*EXERCISE MATERIAL:*

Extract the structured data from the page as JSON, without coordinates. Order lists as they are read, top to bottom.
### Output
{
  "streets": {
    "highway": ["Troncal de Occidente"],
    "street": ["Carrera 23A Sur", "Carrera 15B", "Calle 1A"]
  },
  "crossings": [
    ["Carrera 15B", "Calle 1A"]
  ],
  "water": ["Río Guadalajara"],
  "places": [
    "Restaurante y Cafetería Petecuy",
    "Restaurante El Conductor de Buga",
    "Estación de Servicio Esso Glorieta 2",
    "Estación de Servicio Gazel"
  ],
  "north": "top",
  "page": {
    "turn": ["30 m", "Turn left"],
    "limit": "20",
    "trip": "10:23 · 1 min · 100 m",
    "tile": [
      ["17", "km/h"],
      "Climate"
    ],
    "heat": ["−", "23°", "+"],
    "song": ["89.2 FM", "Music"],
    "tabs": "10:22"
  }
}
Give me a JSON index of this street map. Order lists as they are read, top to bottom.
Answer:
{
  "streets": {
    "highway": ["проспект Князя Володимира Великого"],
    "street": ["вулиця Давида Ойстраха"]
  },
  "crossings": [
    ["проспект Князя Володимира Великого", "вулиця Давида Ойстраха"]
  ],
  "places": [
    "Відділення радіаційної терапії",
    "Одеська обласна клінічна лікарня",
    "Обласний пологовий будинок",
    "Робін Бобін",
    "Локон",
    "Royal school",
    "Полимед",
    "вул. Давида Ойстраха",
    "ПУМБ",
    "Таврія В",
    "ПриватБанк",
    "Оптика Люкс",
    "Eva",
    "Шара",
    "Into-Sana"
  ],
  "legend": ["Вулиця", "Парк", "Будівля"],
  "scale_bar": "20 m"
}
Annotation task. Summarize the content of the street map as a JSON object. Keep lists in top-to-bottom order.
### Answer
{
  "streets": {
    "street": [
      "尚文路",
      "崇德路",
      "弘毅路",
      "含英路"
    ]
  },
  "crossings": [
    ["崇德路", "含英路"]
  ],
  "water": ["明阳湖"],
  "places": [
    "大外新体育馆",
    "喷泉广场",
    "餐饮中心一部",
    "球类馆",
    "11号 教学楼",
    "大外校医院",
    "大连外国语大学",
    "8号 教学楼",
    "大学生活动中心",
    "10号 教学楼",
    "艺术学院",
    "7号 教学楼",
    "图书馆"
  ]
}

*ACTION ITEM:* Starting at the line that contains "Annotation task. Summarize" and ending at the last line of the data, repeat each line exactly; include nothing else.

*WRITTEN SOLUTION:*
Annotation task. Summarize the content of the street map as a JSON object. Keep lists in top-to-bottom order.
### Answer
{
  "streets": {
    "street": [
      "尚文路",
      "崇德路",
      "弘毅路",
      "含英路"
    ]
  },
  "crossings": [
    ["崇德路", "含英路"]
  ],
  "water": ["明阳湖"],
  "places": [
    "大外新体育馆",
    "喷泉广场",
    "餐饮中心一部",
    "球类馆",
    "11号 教学楼",
    "大外校医院",
    "大连外国语大学",
    "8号 教学楼",
    "大学生活动中心",
    "10号 教学楼",
    "艺术学院",
    "7号 教学楼",
    "图书馆"
  ]
}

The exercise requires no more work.